**What you need to do:** Determine the number of lines in the data that contain "image", and write only that number.

<<<<

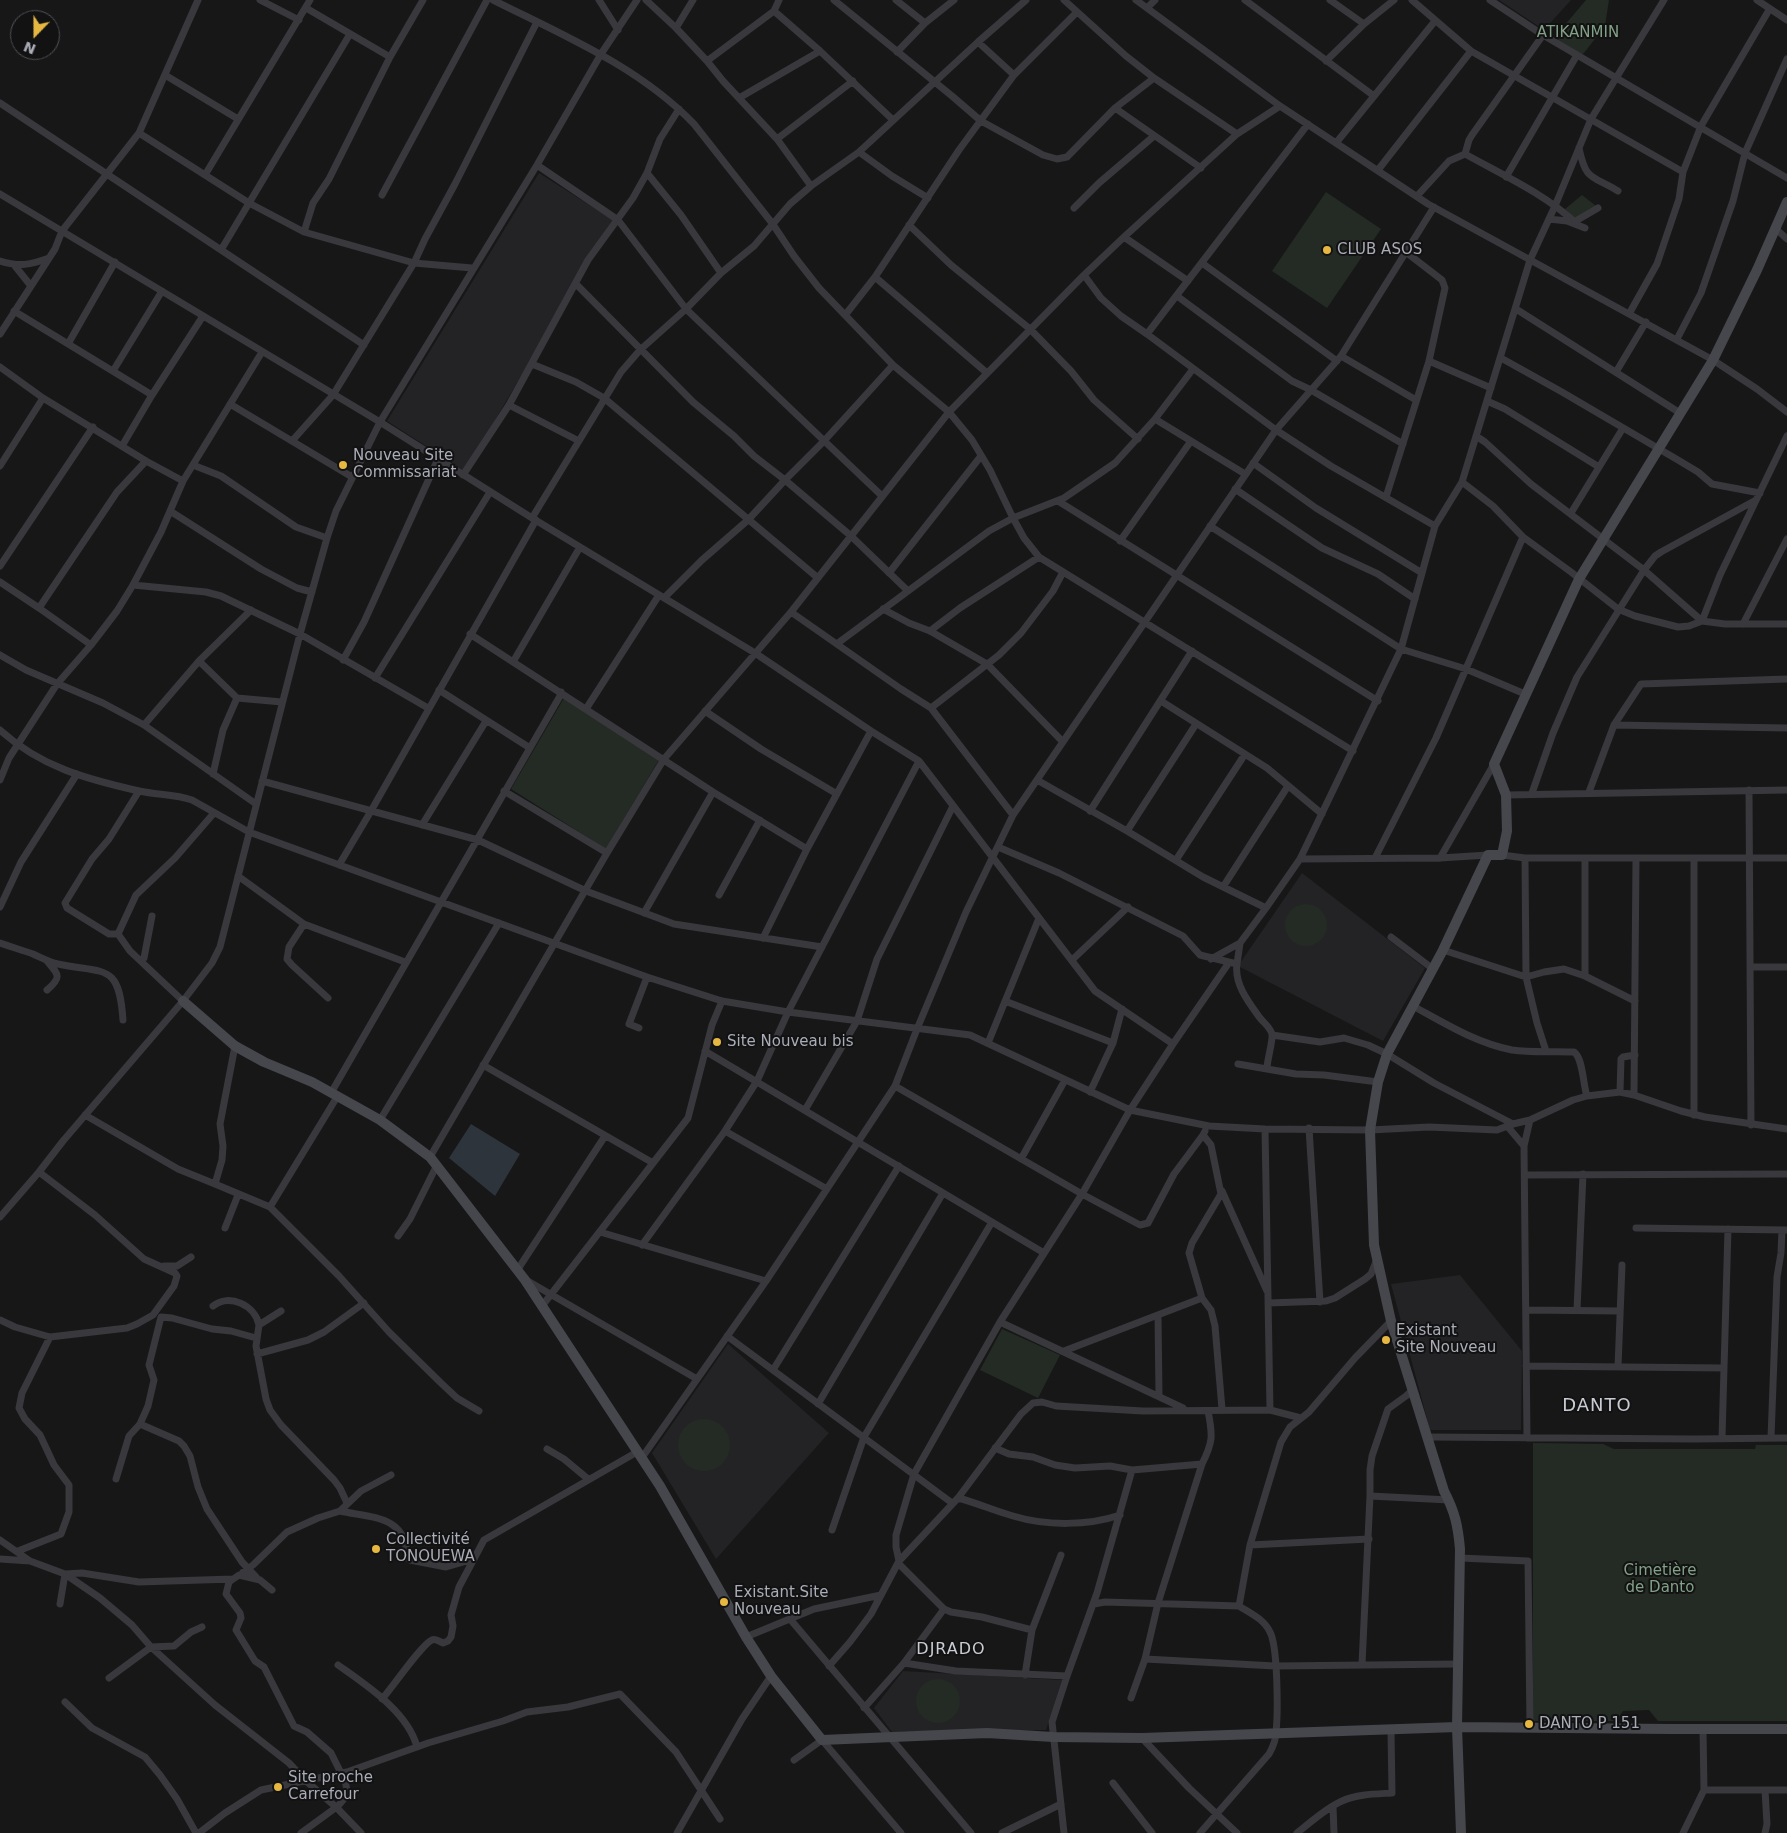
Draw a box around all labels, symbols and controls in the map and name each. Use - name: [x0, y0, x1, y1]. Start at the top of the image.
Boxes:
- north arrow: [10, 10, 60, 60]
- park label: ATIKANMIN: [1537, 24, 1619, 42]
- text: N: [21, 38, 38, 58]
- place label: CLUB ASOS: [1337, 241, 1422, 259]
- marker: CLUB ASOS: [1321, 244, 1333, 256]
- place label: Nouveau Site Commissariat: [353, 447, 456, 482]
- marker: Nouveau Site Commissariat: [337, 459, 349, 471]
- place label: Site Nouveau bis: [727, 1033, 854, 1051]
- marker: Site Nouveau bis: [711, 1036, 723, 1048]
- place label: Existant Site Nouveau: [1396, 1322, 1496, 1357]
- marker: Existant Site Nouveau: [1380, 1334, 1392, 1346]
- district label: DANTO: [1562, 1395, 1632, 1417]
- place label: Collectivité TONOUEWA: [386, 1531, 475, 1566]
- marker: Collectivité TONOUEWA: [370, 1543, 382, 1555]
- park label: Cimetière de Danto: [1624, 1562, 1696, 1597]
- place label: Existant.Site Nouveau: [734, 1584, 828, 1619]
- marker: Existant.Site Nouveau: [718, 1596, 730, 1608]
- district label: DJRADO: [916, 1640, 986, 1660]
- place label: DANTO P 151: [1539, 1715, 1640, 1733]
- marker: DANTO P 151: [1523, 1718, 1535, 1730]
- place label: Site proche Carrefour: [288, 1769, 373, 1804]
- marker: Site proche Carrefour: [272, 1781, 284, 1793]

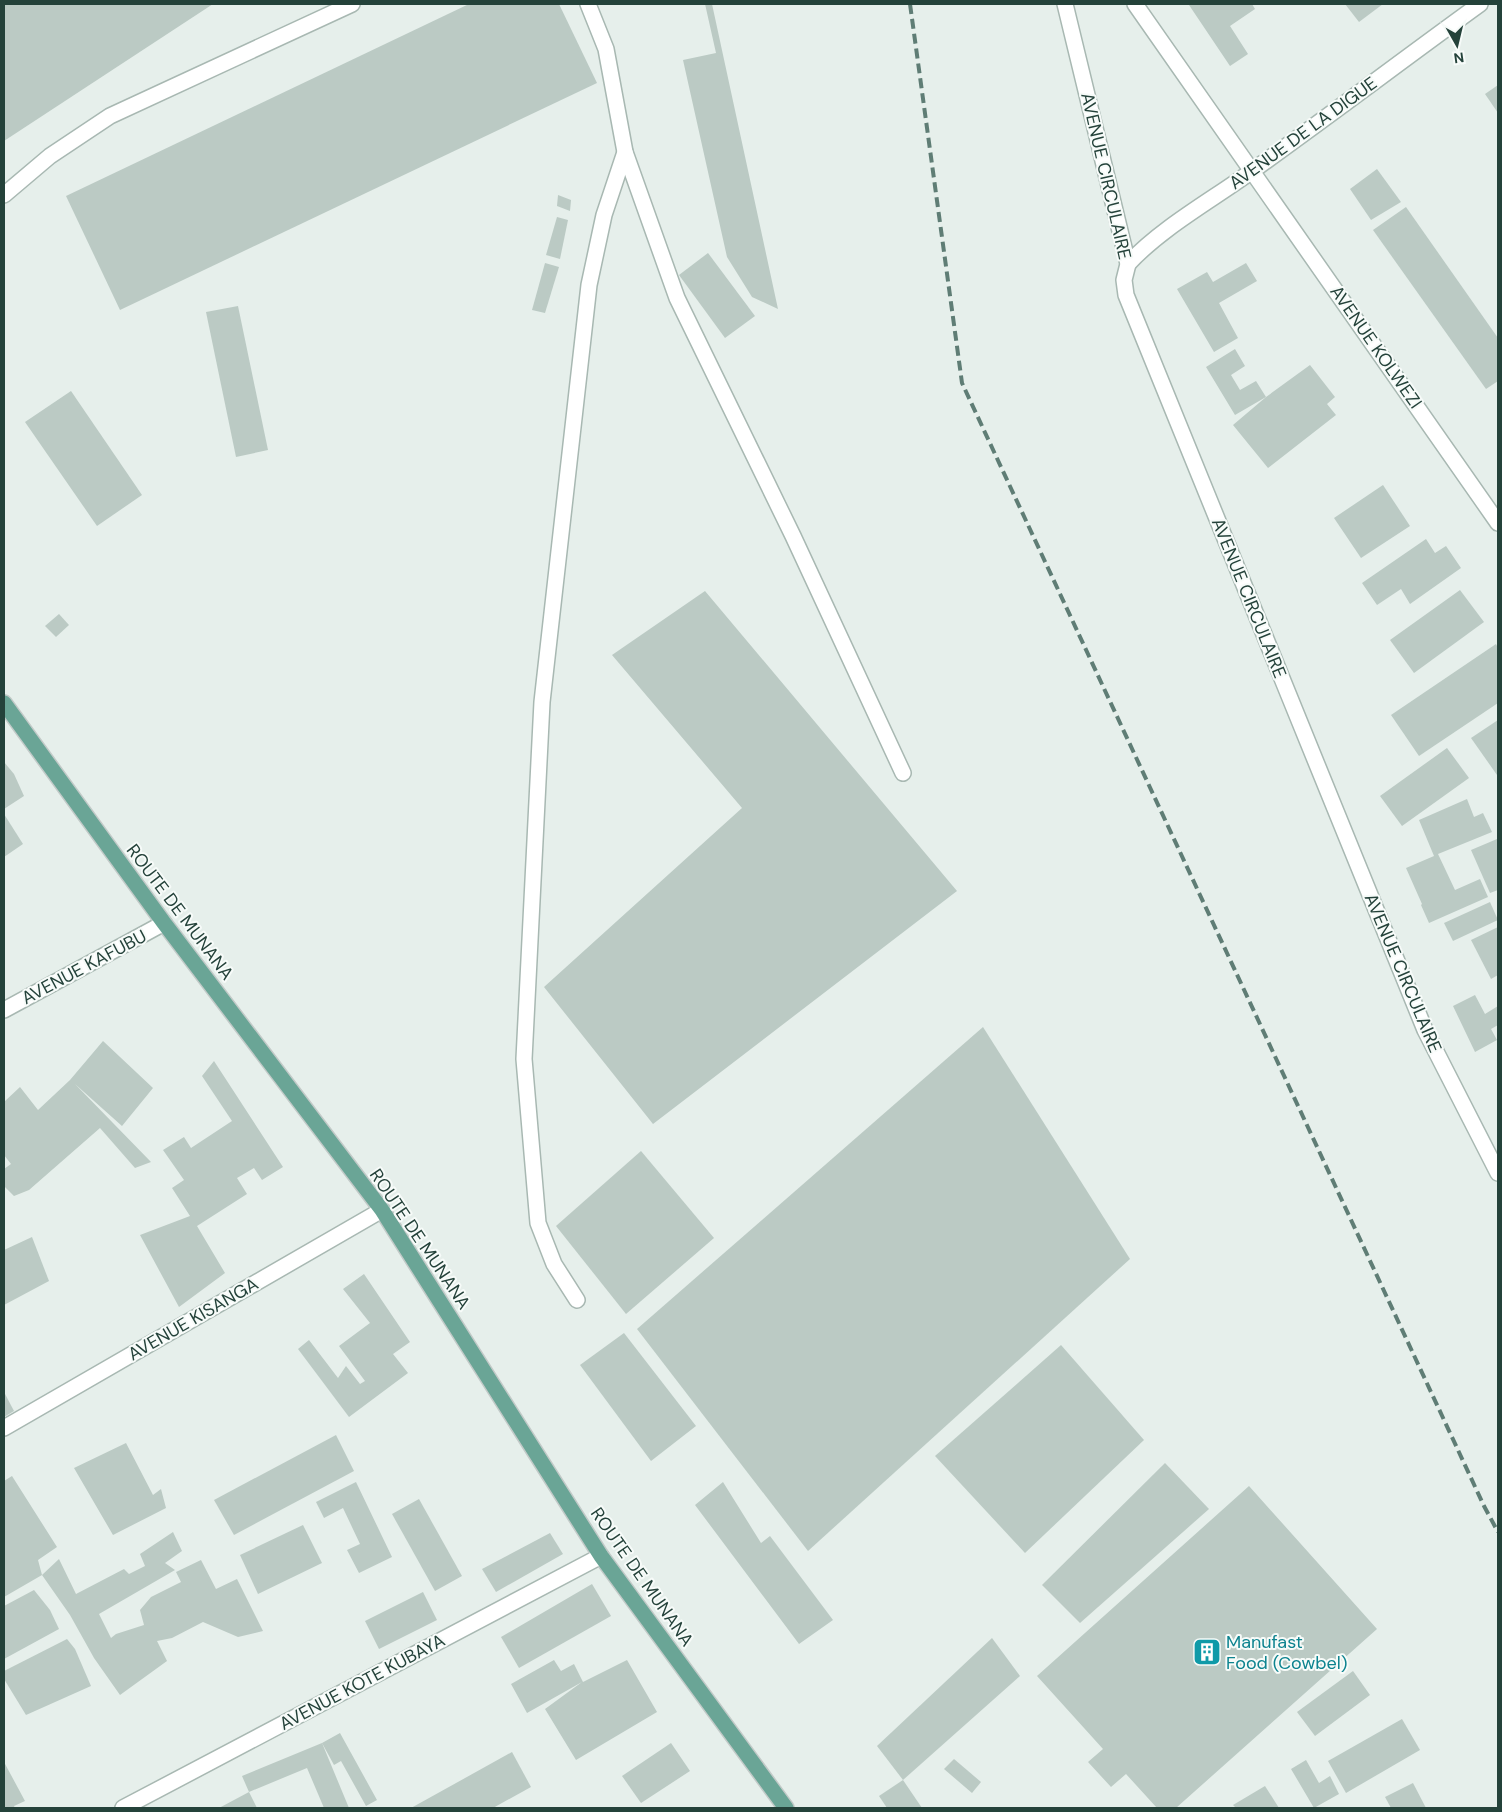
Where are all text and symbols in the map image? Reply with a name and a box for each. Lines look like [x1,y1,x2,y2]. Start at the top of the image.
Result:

>>>>

**Answer space:** 2